Not sure which of the courses I played but it was early October and was already getting very soft under foot so can only imagine it getting worse.  I used to get 4/6 rounds a year as part of my membership to its sibling course, but in 8 years only played it once.  I think the facilities had a bigger wow factor than the course that we played , but I can’t recall which one it was.


----------



## Foxholer (Dec 19, 2021)

Longcross is near the Golf clubhouse/Bar, is significantly more tree-lined, starts with a noticeably downhill Par 4 and finishes with a Par 5 with green being Right side of shared/double green. There are times/places when, if not busy, you could feel you are the only group on the course.
Bernard Hunt is near car park/closer to Manor House and Par 3 course, starts with a slightly uphill Par 4 and ends with a Par 4 with green being LHS of the double green.
BH also has an 'open' area (3, 5, 6, 7, 10) where it seems like holes simply go up and down.

Does that help?


----------



## Oddsocks (Dec 20, 2021)

The first hole was a slight tog leg right downhill, and in the earlier part of the round there was a dog leg left that was virtually 90* at the turn.  I don’t recall the course running near the p3 course but that being said I can only recall 4/5 holes in total.


----------



## Smiffy (Dec 20, 2021)

Oddsocks said:



			The first hole was a slight tog leg right downhill, and in the earlier part of the round there was a dog leg left that was virtually 90* at the turn.  I don’t recall the course running near the p3 course but that being said I can only recall 4/5 holes in total.
		
Click to expand...

That will be the Longcross then....


----------



## nickjdavis (Dec 20, 2021)

Not relevant to membership but the only time I ever played there, on what was effectively a society outing, our group got "the munchies" late in the evening. No food whatsoever to be had from the menus but the barman said he might be able to rustle up some sandwiches. Half an hour later he appeared with a platter of cheese and prawn sarnies that we found out were left over from a wedding.....but only after we'd paid the £40 he wanted for them!!!!

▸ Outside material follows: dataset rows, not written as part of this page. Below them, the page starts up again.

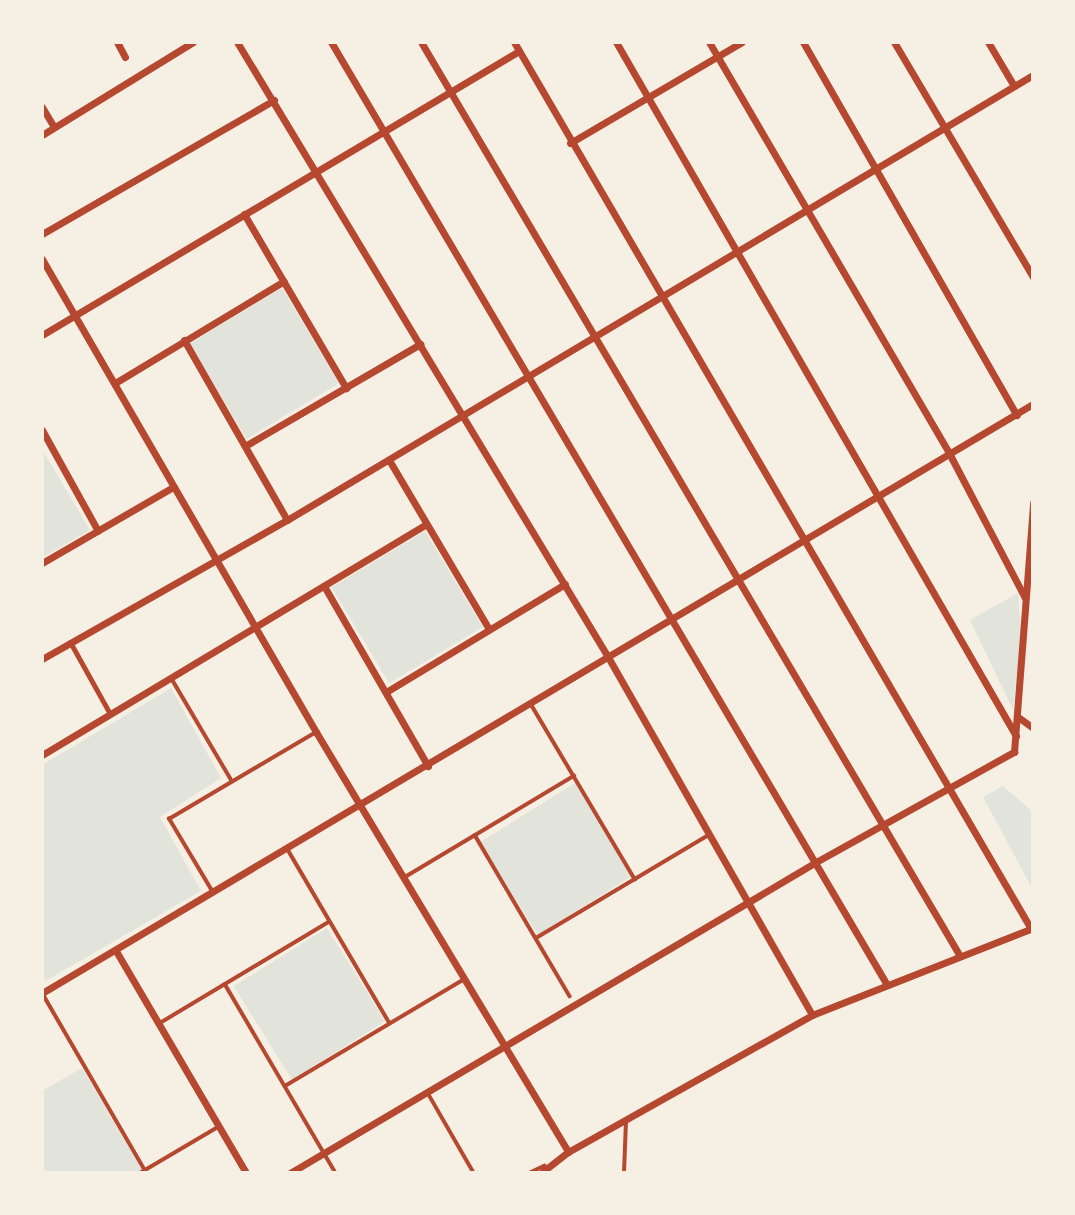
<!DOCTYPE html>
<html>
<head>
<meta charset="utf-8">
<style>
	body { margin:0 }
	#map { position:relative; width:1075px; height:1215px; overflow:hidden; background:#f6efe4; font-family:Quicksand,sans-serif }
	div>[style] { position:absolute }
	.green>* { inset:0; background:#e2e4dc; transform-origin:0 0 }
	.service>* { height:3.5px; margin:-1.75px; padding:0 1.75px; transform-origin:1.75px; border-radius:1.75px; background:#b5482f }
	.pedestrian>* { height:5px; margin:-2.5px; padding:0 2.5px; transform-origin:2.5px; border-radius:2.5px; background:#b5482f }
	.minor>* { height:7px; margin:-3.5px; padding:0 3.5px; transform-origin:3.5px; border-radius:3.5px; background:#b5482f }
	span { translate:-50% -50%; white-space:nowrap; text-align:center; line-height:1.15; -webkit-text-stroke:7px #f6efe4; paint-order:stroke }
	.frame { position:absolute; inset:0; border:44px solid #f6efe4; pointer-events:none }
</style>
</head>
<body>
<div id="map">
	<div class="green">
		<div style="left:282px;top:288px;width:111px;height:108px;rotate:59deg"></div>
		<div style="clip-path:polygon(42px 449px,90px 530px,42px 558px)"></div>
		<div style="left:425px;top:531px;width:112px;height:109px;rotate:59deg"></div>
		<div style="clip-path:polygon(1018px 593px,1021px 635px,1013px 710px,970px 620px)"></div>
		<div style="clip-path:polygon(171px 688px,221px 778px,160px 817px,201px 891px,42px 983px,42px 765px)"></div>
		<div style="left:575px;top:783px;width:109px;height:112px;rotate:58deg"></div>
		<div style="clip-path:polygon(1003px 786px,1033px 812px,1033px 890px,983px 797px)"></div>
		<div style="left:327px;top:928px;width:110px;height:110px;rotate:58deg"></div>
		<div style="clip-path:polygon(82px 1068px,142px 1170px,136px 1173px,42px 1173px,42px 1091px)"></div>
	</div>
	<div class="service">
		<div style="left:172px;top:679px;width:118px;rotate:59.5deg"></div>
		<div style="left:531px;top:704px;width:204px;rotate:59.3deg"></div>
		<div style="left:475px;top:835px;width:187px;rotate:59.5deg"></div>
		<div style="left:287px;top:848px;width:202px;rotate:59.6deg"></div>
		<div style="left:405px;top:877px;width:197px;rotate:-30.9deg"></div>
		<div style="left:212px;top:891px;width:84px;rotate:-120.8deg"></div>
		<div style="left:169px;top:819px;width:171px;rotate:-30.6deg"></div>
		<div style="left:536px;top:938px;width:199px;rotate:-30.8deg"></div>
		<div style="left:225px;top:984px;width:219px;rotate:59.6deg"></div>
		<div style="left:43px;top:994px;width:203px;rotate:59.9deg"></div>
		<div style="left:160px;top:1023px;width:195px;rotate:-30.9deg"></div>
		<div style="left:285px;top:1086px;width:207px;rotate:-30.8deg"></div>
		<div style="left:428px;top:1093px;width:92px;rotate:60.1deg"></div>
		<div style="left:140px;top:1173px;width:91px;rotate:-30.5deg"></div>
		<div style="left:529px;top:1173px;width:17px;rotate:-25deg"></div>
		<div style="left:624px;top:1173px;width:53px;rotate:-87.8deg"></div>
	</div>
	<div class="pedestrian">
		<div style="left:70px;top:642px;width:82px;rotate:60.9deg"></div>
	</div>
	<div class="minor">
		<div style="left:117px;top:42px;width:17px;rotate:62deg"></div>
		<div style="left:237px;top:42px;width:718px;rotate:58.9deg"></div>
		<div style="left:608px;top:657px;width:412px;rotate:60.3deg"></div>
		<div style="left:331px;top:42px;width:1092px;rotate:59.47deg"></div>
		<div style="left:421px;top:42px;width:1061px;rotate:59.47deg"></div>
		<div style="left:514px;top:42px;width:1027px;rotate:59.76deg"></div>
		<div style="left:616px;top:42px;width:801px;rotate:60.04deg"></div>
		<div style="left:709px;top:42px;width:478px;rotate:59.7deg"></div>
		<div style="left:950px;top:455px;width:161px;rotate:62.3deg"></div>
		<div style="left:803px;top:42px;width:430px;rotate:60.2deg"></div>
		<div style="left:894px;top:42px;width:273px;rotate:59.4deg"></div>
		<div style="left:988px;top:42px;width:51px;rotate:59.4deg"></div>
		<div style="left:42px;top:107px;width:23px;rotate:59deg"></div>
		<div style="left:42px;top:135px;width:177px;rotate:-31.6deg"></div>
		<div style="left:570px;top:143px;width:199px;rotate:-30.4deg"></div>
		<div style="left:244px;top:214px;width:202px;rotate:59.6deg"></div>
		<div style="left:42px;top:234px;width:268px;rotate:-30deg"></div>
		<div style="left:42px;top:259px;width:547px;rotate:59.92deg"></div>
		<div style="left:316px;top:732px;width:490px;rotate:59deg"></div>
		<div style="left:42px;top:335px;width:555px;rotate:-30.77deg"></div>
		<div style="left:184px;top:340px;width:207px;rotate:60.2deg"></div>
		<div style="left:115px;top:383px;width:197px;rotate:-31.1deg"></div>
		<div style="left:42px;top:430px;width:115px;rotate:61deg"></div>
		<div style="left:245px;top:446px;width:203px;rotate:-30.2deg"></div>
		<div style="left:389px;top:460px;width:196px;rotate:59.4deg"></div>
		<div style="left:42px;top:563px;width:151px;rotate:-30.1deg"></div>
		<div style="left:324px;top:586px;width:208px;rotate:60deg"></div>
		<div style="left:42px;top:659px;width:282px;rotate:-29.6deg"></div>
		<div style="left:287px;top:520px;width:869px;rotate:-30.82deg"></div>
		<div style="left:386px;top:692px;width:209px;rotate:-31.1deg"></div>
		<div style="left:1018px;top:717px;width:19px;rotate:36deg"></div>
		<div style="left:42px;top:755px;width:448px;rotate:-31deg"></div>
		<div style="left:116px;top:951px;width:257px;rotate:59.6deg"></div>
		<div style="left:42px;top:993px;width:1153px;rotate:-30.73deg"></div>
		<div style="left:290px;top:1173px;width:611px;rotate:-30.59deg"></div>
		<div style="left:816px;top:862px;width:227px;rotate:-29.1deg"></div>
		<div style="left:1014px;top:752px;width:250px;rotate:-85.6deg"></div>
		<div style="left:541px;top:1173px;width:34px;rotate:-38deg"></div>
		<div style="left:568px;top:1152px;width:280px;rotate:-29.3deg"></div>
		<div style="left:812px;top:1015px;width:238px;rotate:-21.5deg"></div>
	</div>
	<div class="frame"></div>
</div>
</body>
</html>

Who the hell dreamed up Cheese and Prawn as a sandwich combination?


----------



## Oddsocks (Dec 20, 2021)

Smiffy said:



			That will be the Longcross then....
		
Click to expand...

Isn’t that meant to be the better one? I don’t recall the round being a Stinker either … whoops


----------



## spongebob59 (Dec 20, 2021)

I preferred the Longcross to the Hunt tbh


----------



## spongebob59 (Dec 20, 2021)

nickjdavis said:



			Not relevant to membership but the only time I ever played there, on what was effectively a society outing, our group got "the munchies" late in the evening. No food whatsoever to be had from the menus but the barman said he might be able to rustle up some sandwiches. Half an hour later he appeared with a platter of cheese and prawn sarnies that we found out were left over from a wedding.....but only after we'd paid the £40 he wanted for them!!!!

Who the hell dreamed up Cheese and Prawn as a sandwich combination?
		
Click to expand...

What sort of establishment doesn't allowed kebabs to be delivered 😉


----------



## Smiffy (Dec 20, 2021)

Oddsocks said:



			Isn’t that meant to be the better one? I don’t recall the round being a Stinker either … whoops
		
Click to expand...

I played with three 28 handicappers in a corporate day around there one day. And boy, were they 28 handicappers...🥺🥺🥺
3 scores out of 4 to count. I think we ended up on 38 or 39 points, and I had 34 of 'em...😱😱😱


----------



## Oddsocks (Dec 20, 2021)

When the team are relying on your scores , desperate times 😂😂😂


----------



## 4LEX (Dec 24, 2021)

Love both courses, great place. One of my best mates is a member and play there every month or so. 

Also the home club of Soccer Am's Tubes.


----------



## Foxholer (Dec 24, 2021)

Oddsocks said:



			The first hole was a slight tog leg right downhill, and in the earlier part of the round there was a dog leg left that was virtually 90* at the turn.  I don’t recall the course running near the p3 course but that being said I can only recall 4/5 holes in total.
		
Click to expand...

That'll indeed be Longcross course. And 8th hole. I only mentioned Par 3 course (that you notice more on the drive in/out) as (apparently poor) reference.


----------